2. The system according to claim 1, further comprising:
a judger, configured to judge whether the phoneme tree has sufficient information to conduct speech recognition, and wherein responsive to judging that there is sufficient information, the speech recognizer conducts the speech recognition using the phoneme tree.
3. The system according to claim 1, wherein under a circumstance that the data source changes responsive to a user clicking on a link of a rendering of the web page, the combiner continues combination of the created phoneme graphs into the phoneme tree and caches the phoneme tree for use by the speech recognizer while the data parser parses the changed data source to obtain updated partial word lists, the one or more compilers compile the updated partial word lists to create updated phoneme graphs corresponding, respectively, to the updated partial word lists, and the combiner combines the created updated phoneme graphs into an updated phoneme tree that is then used by the speech recognizer to conduct the speech recognition of the text form in the changed data source.
4. The system according to claim 1, further comprising:
a segmenter, configured to segment the data source to obtain segments of the data source, wherein a plurality of data parsers parses the data source segments, in parallel, to obtain the plurality of partial word lists of the data source segments for use by the one or more compilers.
5. The system according to claim 1, wherein the data parser parses the data source, in series, to obtain the plurality of partial word lists of the data source for use by the one or more compilers.
6. The system according to claim 1, further comprising:
an optimizer, configured to optimize the phoneme tree responsive to determining that at least two branches of the phoneme tree contain identical nodes.
7. The system according to claim 1, wherein at least one of the one or more compilers comprises:
a grammar obtainer, configured to apply a grammar template with respect to a selected one of the partial word lists to create a grammar corresponding to the selected partial word list, the created grammar specifying a sequence of words determined to be present in the selected partial word list;
a determiner, configured to determine a phoneme list of the grammar, the phoneme list specifying, for each of at least one pronunciation of each word in the specified sequence of words, a list of phonemes corresponding to the each pronunciation;
a creator, configured to create the phoneme graph corresponding to the determined phoneme list; and
an optimizer, configured to optimize the phoneme graph.
8. The system according to claim 1, wherein the combiner, when combining the plurality of phoneme graphs to form the phoneme tree, is further configured to optimize the phoneme tree by eliminating from the second phoneme graph a list of phonemes appearing in the first phoneme graph, the combiner further configured to create, at either the first or last phoneme in the list, a common intermediate node between the first phoneme graph and the second phoneme graph in the phoneme tree.

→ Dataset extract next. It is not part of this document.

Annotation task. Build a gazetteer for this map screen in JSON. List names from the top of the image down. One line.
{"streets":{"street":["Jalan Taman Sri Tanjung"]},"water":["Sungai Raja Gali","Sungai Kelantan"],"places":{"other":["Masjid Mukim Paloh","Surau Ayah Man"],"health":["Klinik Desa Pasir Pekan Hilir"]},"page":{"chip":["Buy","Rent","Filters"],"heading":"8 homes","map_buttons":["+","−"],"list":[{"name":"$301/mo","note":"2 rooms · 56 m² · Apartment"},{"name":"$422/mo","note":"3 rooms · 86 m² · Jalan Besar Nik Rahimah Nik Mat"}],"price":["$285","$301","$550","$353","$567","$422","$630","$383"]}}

The present invention relates to information technology, and more particularly to converting text into speech for speech recognition.

Up to now, LVCSR (Large Vocabulary Continuous Speech Recognition) and NLU (natural language processing) still cannot meet the requirements of accuracy and performance of human-machine speech communication in real life.

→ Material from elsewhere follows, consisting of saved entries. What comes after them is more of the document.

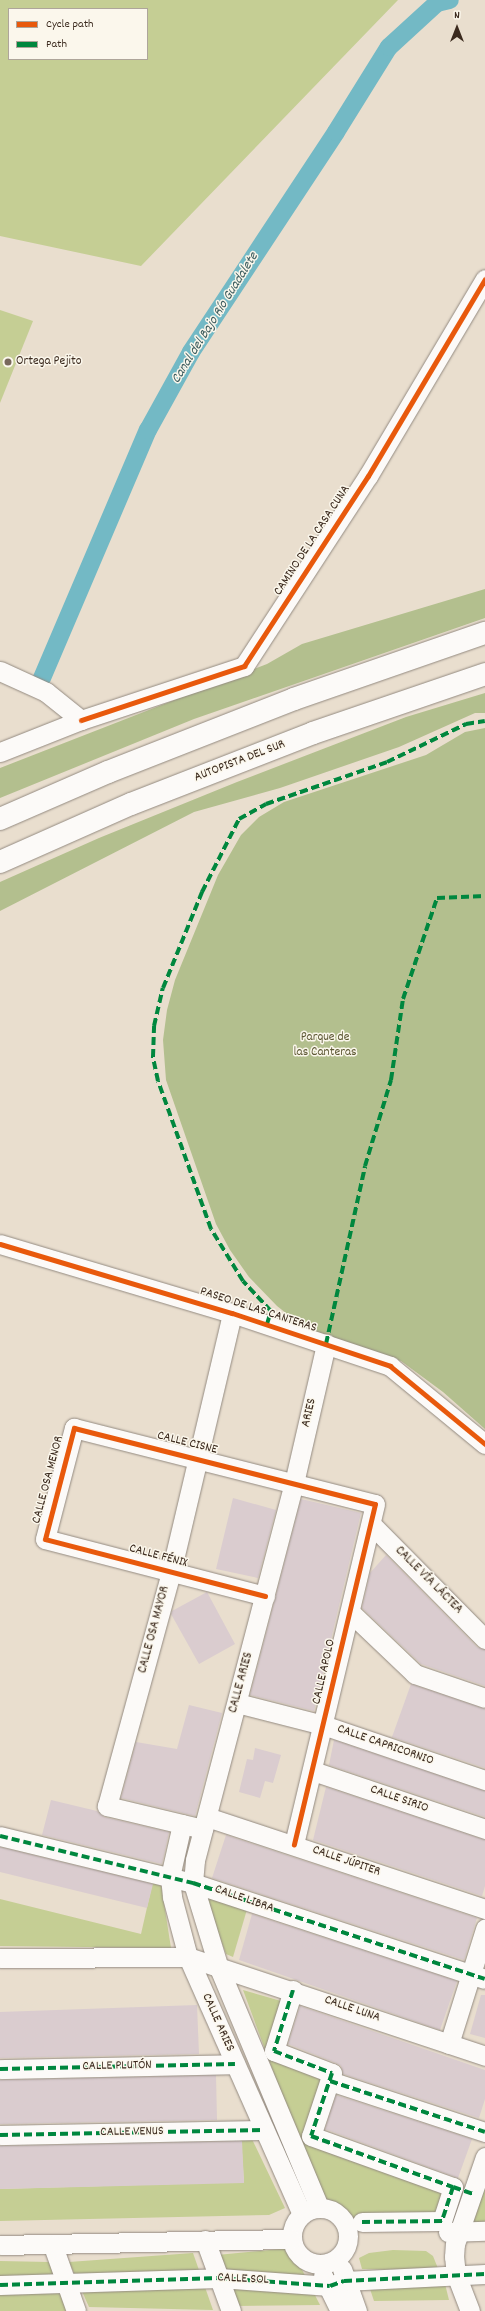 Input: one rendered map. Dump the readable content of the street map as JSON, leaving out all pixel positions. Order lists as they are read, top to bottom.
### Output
{
  "streets": {
    "highway": ["AUTOPISTA DEL SUR"],
    "street": [
      "CAMINO DE LA CASA CUNA",
      "PASEO DE LAS CANTERAS",
      "ARIES",
      "CALLE CISNE",
      "CALLE OSA MENOR",
      "CALLE FÉNIX",
      "CALLE VÍA LÁCTEA",
      "CALLE OSA MAYOR",
      "CALLE APOLO",
      "CALLE ARIES",
      "CALLE CAPRICORNIO",
      "CALLE SIRIO",
      "CALLE JÚPITER",
      "CALLE LIBRA",
      "CALLE LUNA",
      "CALLE PLUTÓN",
      "CALLE VENUS",
      "CALLE SOL"
    ]
  },
  "crossings": [
    ["PASEO DE LAS CANTERAS", "ARIES"],
    ["PASEO DE LAS CANTERAS", "CALLE OSA MAYOR"],
    ["ARIES", "CALLE CISNE"],
    ["ARIES", "CALLE ARIES"],
    ["CALLE CISNE", "CALLE OSA MENOR"],
    ["CALLE CISNE", "CALLE OSA MAYOR"],
    ["CALLE CISNE", "CALLE APOLO"],
    ["CALLE CISNE", "CALLE ARIES"],
    ["CALLE OSA MENOR", "CALLE FÉNIX"],
    ["CALLE FÉNIX", "CALLE OSA MAYOR"],
    ["CALLE FÉNIX", "CALLE ARIES"],
    ["CALLE VÍA LÁCTEA", "CALLE APOLO"],
    ["CALLE OSA MAYOR", "CALLE JÚPITER"],
    ["CALLE APOLO", "CALLE CAPRICORNIO"],
    ["CALLE APOLO", "CALLE SIRIO"],
    ["CALLE APOLO", "CALLE JÚPITER"],
    ["CALLE ARIES", "CALLE CAPRICORNIO"],
    ["CALLE ARIES", "CALLE JÚPITER"],
    ["CALLE ARIES", "CALLE LIBRA"],
    ["CALLE ARIES", "CALLE LUNA"],
    ["CALLE ARIES", "CALLE PLUTÓN"],
    ["CALLE ARIES", "CALLE VENUS"]
  ],
  "water": ["Canal del Bajo Río Guadalete"],
  "parks": ["Parque de las Canteras"],
  "places": ["Ortega Pejito"],
  "legend": ["Cycle path", "Path"],
  "north": "top"
} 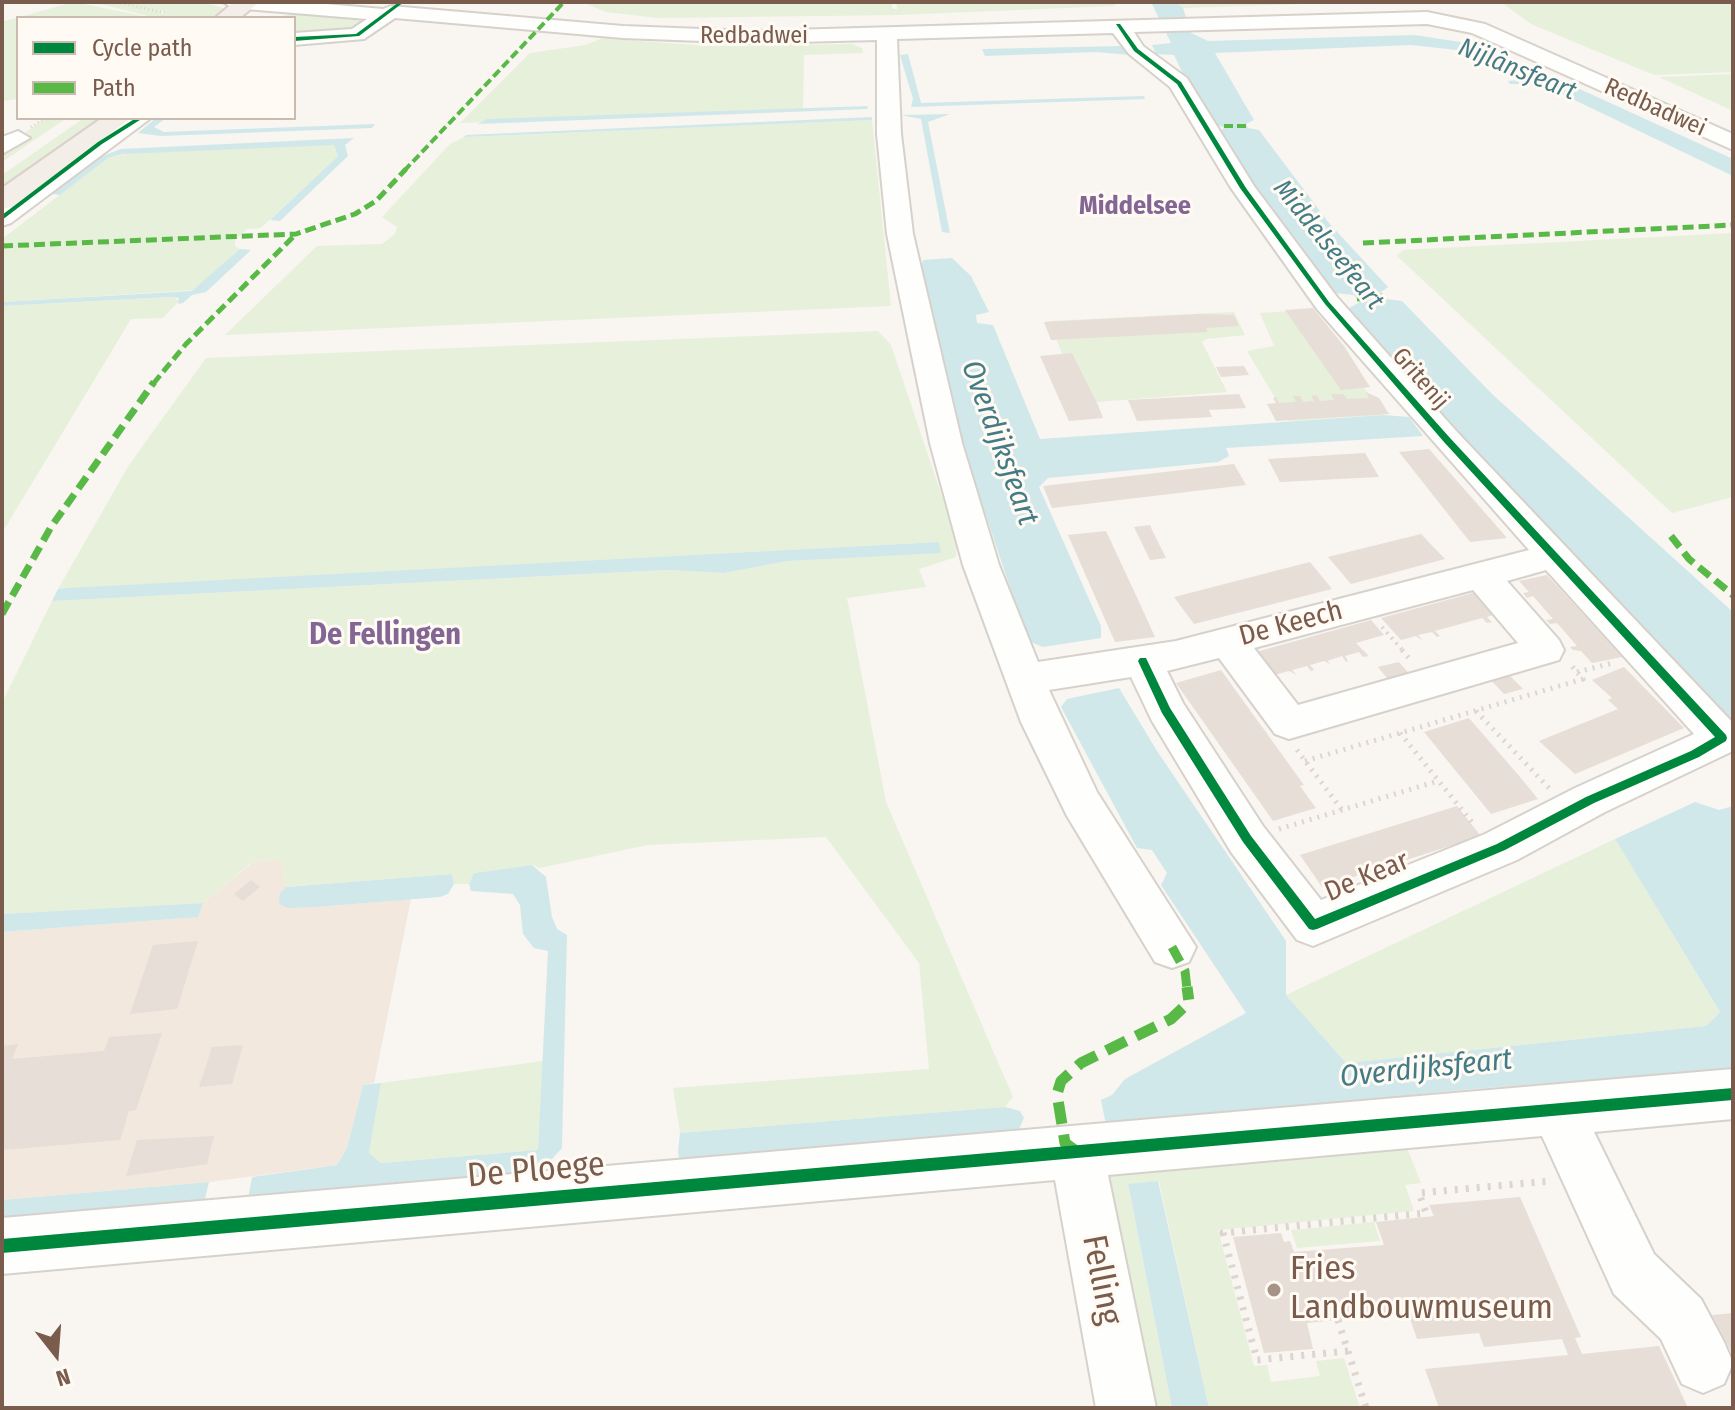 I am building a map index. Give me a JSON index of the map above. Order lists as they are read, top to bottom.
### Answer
{
  "streets": {
    "street": [
      "Redbadwei",
      "Gritenij",
      "De Keech",
      "De Kear",
      "De Ploege",
      "Felling"
    ]
  },
  "crossings": [
    ["Redbadwei", "Gritenij"],
    ["Gritenij", "De Keech"],
    ["Gritenij", "De Kear"],
    ["De Keech", "De Kear"],
    ["De Ploege", "Felling"]
  ],
  "districts": ["Middelsee", "De Fellingen"],
  "water": ["Nijlânsfeart", "Middelseefeart", "Overdijksfeart"],
  "places": ["Fries Landbouwmuseum"],
  "legend": ["Cycle path", "Path"],
  "north": "bottom"
}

When the data source content changes in a speech-enabled application, for example, in the speech control application based on web page, the grammar must be generated dynamically according to the data source content.

During speech recognition, how to reduce computational complexity and improve the recognition efficiency is a problem to be confronted.

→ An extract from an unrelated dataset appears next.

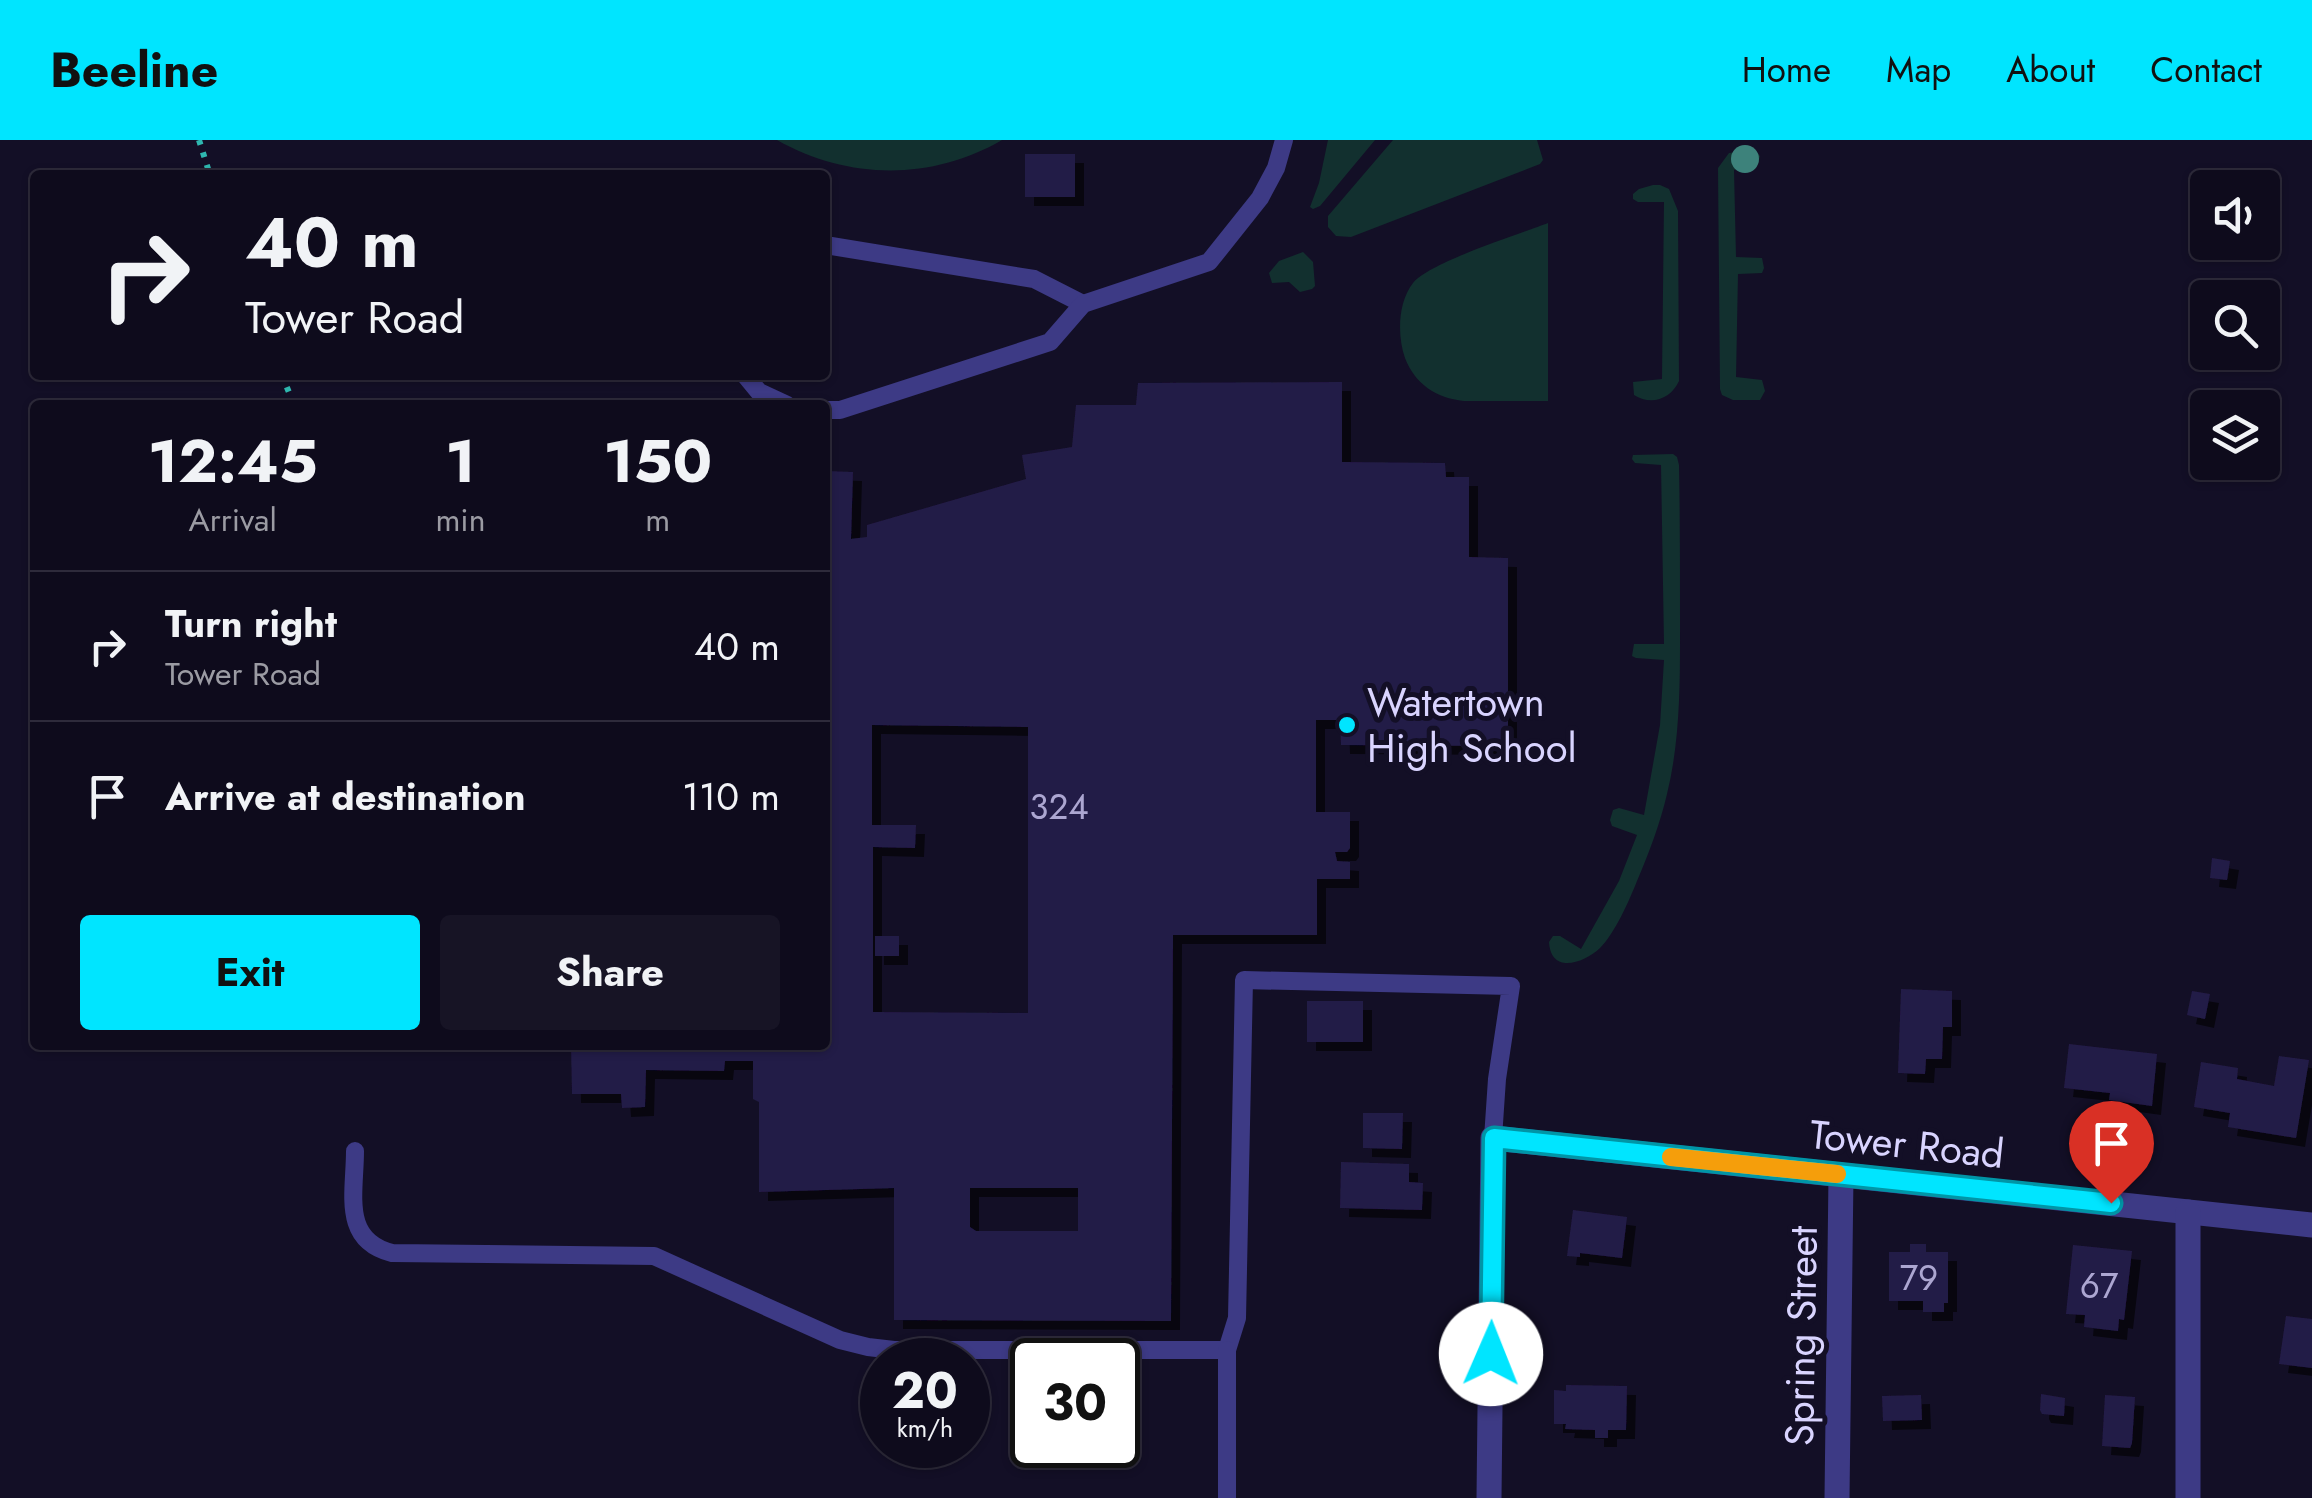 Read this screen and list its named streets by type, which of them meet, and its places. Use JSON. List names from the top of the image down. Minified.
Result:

According to a first aspect of the present invention, the present invention provides a method of converting a text into a speech, comprising: parsing a data source in a text form to obtain partial word lists of the data source; compiling the partial word lists to obtain phoneme graphs corresponding, respectively, to the partial word lists; combining the obtained phoneme graphs; and conducting speech recognition according to the combination results.

According to a second aspect of the present invention, the present invention provides a system for converting a text form into a speech, comprising: a data parser, configured to parse a data source in the text form to obtain partial word lists of the data source; one or more compilers, configured to compile the partial word lists to obtain phoneme graphs corresponding, respectively, to the partial word lists; a combiner, configured to combine the obtained phoneme graphs; and a speech recognizer, configured to conduct speech recognition according to the combination results.

According to the present invention, computational complexity may be reduced and the recognition efficiency may be improved during speech recognition.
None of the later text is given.